Each primary handles writes for its key range. Each replica provides read throughput and serves as failover target.

Monitoring Shard Health

typescript

interface ShardMetrics {
  shardId: number;
  replicationLagMs: number;
  queryLatencyP99Ms: number;
  connectionPoolUtilization: number; // 0-1
  diskUsagePercent: number;
}

async function collectShardMetrics(pools: Pool[]): Promise<ShardMetrics[]> {
  return Promise.all(
    pools.map(async (pool, shardId) => {
      const [lag, disk] = await Promise.all([
        pool.query(`
          SELECT EXTRACT(EPOCH FROM (NOW() - pg_last_xact_replay_timestamp())) * 1000 AS lag_ms
        `),
        pool.query(`
          SELECT pg_database_size(current_database()) / 1073741824.0 AS size_gb
        `),
      ]);
      return {
        shardId,
        replicationLagMs: lag.rows[0].lag_ms ?? 0,
        queryLatencyP99Ms: 0, // pulled from APM
        connectionPoolUtilization: pool.totalCount / pool.options.max!,
        diskUsagePercent: (lag.rows[0].size_gb / 500) * 100, // 500GB max per shard
      };
    })
  );
}

Alert thresholds worth setting:

Metric	Warning	Critical
Replication lag	> 1 second	> 10 seconds
Disk usage	> 70%	> 85%
Connection pool	> 80%	> 95%
Cross-shard query rate	> 5% of queries	> 15%
Shard skew (max/min rows)	> 1.5x	> 3x

Frequently Asked Questions

Q: When should I shard vs. use a distributed database like CockroachDB or PlanetScale?
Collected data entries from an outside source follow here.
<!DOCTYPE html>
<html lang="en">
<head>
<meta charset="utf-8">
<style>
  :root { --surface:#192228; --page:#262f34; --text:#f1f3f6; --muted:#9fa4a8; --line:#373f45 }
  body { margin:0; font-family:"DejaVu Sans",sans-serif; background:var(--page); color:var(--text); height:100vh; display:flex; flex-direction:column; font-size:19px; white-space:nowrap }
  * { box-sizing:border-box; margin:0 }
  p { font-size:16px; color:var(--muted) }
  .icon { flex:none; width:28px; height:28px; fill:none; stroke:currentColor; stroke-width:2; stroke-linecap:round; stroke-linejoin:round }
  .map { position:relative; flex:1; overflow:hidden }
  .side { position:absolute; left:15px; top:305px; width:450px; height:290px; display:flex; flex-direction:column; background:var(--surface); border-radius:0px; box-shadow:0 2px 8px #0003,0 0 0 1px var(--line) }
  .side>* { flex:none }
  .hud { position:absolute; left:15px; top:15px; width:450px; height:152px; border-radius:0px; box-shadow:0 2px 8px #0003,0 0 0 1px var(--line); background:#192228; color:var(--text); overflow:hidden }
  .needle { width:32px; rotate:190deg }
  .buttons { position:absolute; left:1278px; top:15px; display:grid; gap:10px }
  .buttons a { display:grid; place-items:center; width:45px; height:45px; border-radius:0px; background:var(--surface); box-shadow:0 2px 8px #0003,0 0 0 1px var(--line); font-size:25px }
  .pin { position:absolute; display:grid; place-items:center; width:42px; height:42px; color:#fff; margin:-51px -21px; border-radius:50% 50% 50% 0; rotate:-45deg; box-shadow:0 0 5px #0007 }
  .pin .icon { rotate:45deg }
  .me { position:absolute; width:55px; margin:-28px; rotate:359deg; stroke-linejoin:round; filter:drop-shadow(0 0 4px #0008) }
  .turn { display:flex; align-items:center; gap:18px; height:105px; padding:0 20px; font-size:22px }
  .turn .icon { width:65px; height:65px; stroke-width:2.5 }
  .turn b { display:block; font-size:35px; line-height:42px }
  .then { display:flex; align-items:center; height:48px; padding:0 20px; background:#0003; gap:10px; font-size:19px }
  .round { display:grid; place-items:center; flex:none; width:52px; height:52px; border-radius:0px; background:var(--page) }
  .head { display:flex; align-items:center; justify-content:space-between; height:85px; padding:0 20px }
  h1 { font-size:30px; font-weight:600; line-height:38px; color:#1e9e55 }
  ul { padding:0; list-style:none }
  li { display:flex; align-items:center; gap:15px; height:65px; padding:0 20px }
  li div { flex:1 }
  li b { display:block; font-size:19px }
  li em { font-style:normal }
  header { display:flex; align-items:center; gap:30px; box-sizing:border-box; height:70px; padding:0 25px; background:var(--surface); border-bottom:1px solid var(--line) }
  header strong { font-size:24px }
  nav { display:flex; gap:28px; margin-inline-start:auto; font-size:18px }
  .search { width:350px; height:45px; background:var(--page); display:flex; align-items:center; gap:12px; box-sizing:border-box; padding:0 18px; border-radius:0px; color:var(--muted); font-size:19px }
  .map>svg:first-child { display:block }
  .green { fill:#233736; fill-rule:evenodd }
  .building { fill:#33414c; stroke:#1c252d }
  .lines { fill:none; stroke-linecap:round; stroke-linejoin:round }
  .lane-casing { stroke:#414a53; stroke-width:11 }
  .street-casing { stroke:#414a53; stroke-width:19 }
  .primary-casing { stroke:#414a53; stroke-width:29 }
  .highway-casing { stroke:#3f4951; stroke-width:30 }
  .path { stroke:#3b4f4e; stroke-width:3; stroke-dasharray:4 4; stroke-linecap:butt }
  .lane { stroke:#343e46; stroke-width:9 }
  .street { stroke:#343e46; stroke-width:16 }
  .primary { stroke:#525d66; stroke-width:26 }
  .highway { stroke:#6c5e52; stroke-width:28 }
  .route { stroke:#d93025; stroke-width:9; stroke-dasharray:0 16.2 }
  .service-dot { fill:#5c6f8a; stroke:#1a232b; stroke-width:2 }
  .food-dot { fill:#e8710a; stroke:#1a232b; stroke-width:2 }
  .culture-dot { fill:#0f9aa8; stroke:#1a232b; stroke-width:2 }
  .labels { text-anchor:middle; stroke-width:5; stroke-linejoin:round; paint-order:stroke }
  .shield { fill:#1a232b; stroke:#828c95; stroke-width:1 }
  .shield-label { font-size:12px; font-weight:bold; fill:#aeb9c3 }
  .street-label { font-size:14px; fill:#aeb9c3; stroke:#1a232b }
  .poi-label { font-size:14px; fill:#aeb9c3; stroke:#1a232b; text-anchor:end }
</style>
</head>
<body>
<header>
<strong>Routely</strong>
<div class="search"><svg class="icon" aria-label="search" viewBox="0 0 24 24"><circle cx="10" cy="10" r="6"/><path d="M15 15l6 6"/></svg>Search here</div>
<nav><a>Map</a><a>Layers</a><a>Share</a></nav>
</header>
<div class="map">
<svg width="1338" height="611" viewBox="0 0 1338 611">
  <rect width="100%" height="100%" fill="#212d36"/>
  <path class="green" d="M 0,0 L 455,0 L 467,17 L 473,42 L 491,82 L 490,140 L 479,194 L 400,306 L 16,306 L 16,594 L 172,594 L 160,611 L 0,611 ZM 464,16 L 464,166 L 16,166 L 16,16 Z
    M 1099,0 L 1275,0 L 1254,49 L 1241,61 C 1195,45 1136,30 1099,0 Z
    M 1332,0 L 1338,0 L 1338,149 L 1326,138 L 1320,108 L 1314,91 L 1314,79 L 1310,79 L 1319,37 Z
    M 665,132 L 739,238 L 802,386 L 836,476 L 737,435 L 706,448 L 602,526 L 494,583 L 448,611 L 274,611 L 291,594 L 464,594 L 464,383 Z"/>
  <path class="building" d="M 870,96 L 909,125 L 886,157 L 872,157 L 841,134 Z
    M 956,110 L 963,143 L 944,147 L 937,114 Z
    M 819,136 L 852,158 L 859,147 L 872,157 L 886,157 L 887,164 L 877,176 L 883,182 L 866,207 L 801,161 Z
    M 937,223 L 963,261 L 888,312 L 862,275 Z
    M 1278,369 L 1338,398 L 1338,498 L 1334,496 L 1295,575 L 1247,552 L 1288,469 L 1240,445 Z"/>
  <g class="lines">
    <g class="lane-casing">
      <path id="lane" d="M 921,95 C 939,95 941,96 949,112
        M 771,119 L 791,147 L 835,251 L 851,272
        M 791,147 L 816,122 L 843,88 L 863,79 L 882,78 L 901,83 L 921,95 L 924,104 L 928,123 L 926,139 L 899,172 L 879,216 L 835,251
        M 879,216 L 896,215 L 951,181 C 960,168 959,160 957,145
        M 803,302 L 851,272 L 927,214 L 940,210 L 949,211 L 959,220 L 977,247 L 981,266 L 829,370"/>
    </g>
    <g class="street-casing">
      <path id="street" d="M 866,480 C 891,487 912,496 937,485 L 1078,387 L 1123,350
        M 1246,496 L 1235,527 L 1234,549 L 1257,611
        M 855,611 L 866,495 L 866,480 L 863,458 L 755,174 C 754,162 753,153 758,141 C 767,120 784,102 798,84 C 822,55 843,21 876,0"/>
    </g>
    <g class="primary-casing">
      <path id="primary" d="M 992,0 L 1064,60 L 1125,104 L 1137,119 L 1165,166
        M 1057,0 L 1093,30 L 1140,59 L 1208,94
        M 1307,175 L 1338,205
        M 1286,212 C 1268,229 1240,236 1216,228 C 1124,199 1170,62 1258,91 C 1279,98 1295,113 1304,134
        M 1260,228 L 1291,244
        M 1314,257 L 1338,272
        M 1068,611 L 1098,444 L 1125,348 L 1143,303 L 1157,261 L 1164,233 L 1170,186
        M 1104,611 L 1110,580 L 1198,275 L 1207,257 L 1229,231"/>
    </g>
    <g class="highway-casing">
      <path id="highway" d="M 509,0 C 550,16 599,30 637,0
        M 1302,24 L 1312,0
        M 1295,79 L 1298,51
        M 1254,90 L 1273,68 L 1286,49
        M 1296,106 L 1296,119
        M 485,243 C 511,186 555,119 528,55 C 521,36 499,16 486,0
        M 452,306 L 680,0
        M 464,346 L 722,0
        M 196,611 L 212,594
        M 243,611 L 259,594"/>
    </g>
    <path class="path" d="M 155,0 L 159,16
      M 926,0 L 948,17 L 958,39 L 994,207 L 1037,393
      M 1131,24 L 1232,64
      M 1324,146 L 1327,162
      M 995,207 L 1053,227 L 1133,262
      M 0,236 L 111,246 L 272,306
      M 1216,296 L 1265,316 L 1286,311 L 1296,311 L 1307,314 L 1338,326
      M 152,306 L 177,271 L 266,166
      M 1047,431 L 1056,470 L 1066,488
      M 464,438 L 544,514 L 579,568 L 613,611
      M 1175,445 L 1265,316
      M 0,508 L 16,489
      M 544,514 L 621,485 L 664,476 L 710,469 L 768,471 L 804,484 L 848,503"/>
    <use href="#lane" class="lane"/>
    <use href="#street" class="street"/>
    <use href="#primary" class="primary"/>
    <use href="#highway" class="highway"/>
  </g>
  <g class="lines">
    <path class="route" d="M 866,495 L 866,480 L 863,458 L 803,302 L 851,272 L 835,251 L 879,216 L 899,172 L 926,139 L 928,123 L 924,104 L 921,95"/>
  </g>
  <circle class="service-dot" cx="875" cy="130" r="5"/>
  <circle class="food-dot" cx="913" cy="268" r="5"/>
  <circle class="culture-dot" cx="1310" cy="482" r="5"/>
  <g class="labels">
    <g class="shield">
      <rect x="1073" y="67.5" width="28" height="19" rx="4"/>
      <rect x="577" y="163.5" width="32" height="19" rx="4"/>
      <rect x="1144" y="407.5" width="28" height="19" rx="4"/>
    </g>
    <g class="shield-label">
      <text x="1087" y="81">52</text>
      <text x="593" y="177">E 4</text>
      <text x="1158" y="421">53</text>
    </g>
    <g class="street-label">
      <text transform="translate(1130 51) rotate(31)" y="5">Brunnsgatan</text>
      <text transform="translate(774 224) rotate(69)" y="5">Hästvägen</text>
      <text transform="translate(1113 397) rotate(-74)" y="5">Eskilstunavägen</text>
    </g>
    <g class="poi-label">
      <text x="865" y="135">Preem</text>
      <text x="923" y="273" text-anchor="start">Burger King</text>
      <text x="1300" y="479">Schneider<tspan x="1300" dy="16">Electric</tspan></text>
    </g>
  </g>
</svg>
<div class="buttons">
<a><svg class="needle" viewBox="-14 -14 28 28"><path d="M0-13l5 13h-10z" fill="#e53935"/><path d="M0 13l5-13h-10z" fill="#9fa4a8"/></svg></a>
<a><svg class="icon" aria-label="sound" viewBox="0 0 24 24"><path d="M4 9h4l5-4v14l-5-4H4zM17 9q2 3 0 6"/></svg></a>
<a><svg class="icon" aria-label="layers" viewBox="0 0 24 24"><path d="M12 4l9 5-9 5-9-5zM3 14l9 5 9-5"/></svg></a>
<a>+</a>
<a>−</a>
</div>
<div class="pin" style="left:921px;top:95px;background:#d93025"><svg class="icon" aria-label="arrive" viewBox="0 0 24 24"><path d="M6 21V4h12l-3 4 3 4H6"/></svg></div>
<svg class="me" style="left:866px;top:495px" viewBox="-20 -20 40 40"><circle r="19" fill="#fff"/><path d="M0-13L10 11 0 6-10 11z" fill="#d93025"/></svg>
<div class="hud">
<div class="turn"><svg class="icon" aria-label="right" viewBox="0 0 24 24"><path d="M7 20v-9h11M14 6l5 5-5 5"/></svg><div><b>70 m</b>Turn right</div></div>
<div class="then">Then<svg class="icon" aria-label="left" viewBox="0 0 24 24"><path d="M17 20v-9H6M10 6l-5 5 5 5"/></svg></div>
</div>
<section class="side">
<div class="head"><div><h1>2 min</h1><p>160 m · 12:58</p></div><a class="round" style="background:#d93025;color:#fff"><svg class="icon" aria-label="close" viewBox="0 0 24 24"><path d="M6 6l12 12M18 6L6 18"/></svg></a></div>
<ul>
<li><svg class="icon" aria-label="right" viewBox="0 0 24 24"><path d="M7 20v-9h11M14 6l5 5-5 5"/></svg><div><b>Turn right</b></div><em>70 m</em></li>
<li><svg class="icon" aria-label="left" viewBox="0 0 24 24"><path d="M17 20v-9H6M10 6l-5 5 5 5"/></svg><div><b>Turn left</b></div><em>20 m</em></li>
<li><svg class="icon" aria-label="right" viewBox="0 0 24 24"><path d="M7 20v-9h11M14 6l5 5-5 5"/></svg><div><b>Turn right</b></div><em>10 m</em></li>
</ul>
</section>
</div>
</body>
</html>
Managed distributed databases handle sharding transparently but add latency overhead (20-50ms per query in some configurations) and significant cost. Self-managed sharding gives you full control but requires operational expertise. Start with read replicas and a single primary. Consider managed distributed databases when you need >100k writes/second or multi-region active-active. Implement custom sharding only when managed solutions are cost-prohibitive or when you need extreme control over data placement.

Q: Can I shard an existing production database without downtime?

Yes, with the double-write migration pattern. You run both old and new shards simultaneously for days or weeks, backfill historical data in background batches, verify checksums match, then flip reads to the new topology. The critical constraint is that your application must tolerate writing to two places at once. Budget 4-8 weeks of engineering time for a production sharding migration on a system with >100GB of data.

Q: How many shards should I start with?

Start with a power of 2 (4, 8, 16) to make future doubling clean. Estimate your 3-year data growth and size shards for that target, not today's data. A common mistake is starting with too few shards and resharding 18 months later under production pressure. At 100GB today with 50% YoY growth, sizing for 16 shards at 150GB each gives comfortable headroom to 2.4TB before another reshard.

Q: What happens to transactions that span multiple shards?

Single-shard transactions work identically to a non-sharded database-full ACID guarantees. Cross-shard transactions require distributed transactions (2PC/XA), which are slow and complex, or application-level compensation (saga pattern). The best solution is to design your data model and shard key so that business operations never need cross-shard transactions. If a feature consistently requires cross-shard writes, that is a signal that your shard key is wrong.